Task directions – Exclude images, then output the remaining data verbatim.

Given information –
[Start of section]

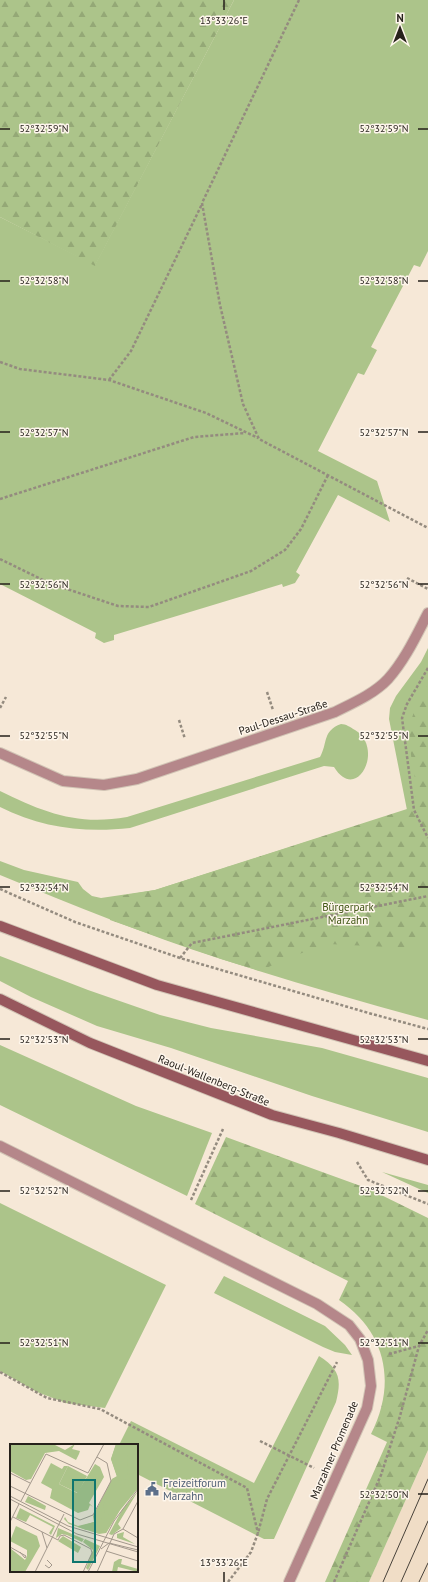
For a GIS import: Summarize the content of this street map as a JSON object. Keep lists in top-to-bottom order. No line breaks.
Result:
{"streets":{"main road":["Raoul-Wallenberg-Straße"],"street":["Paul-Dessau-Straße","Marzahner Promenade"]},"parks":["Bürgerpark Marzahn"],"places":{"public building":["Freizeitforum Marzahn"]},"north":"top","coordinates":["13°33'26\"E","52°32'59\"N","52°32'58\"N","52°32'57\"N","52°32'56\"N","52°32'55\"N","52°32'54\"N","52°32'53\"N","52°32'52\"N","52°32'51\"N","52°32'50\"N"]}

[End of section]

Exercise answer –
For a GIS import: Summarize the content of this street map as a JSON object. Keep lists in top-to-bottom order. No line breaks.
Result:
{"streets":{"main road":["Raoul-Wallenberg-Straße"],"street":["Paul-Dessau-Straße","Marzahner Promenade"]},"parks":["Bürgerpark Marzahn"],"places":{"public building":["Freizeitforum Marzahn"]},"north":"top","coordinates":["13°33'26\"E","52°32'59\"N","52°32'58\"N","52°32'57\"N","52°32'56\"N","52°32'55\"N","52°32'54\"N","52°32'53\"N","52°32'52\"N","52°32'51\"N","52°32'50\"N"]}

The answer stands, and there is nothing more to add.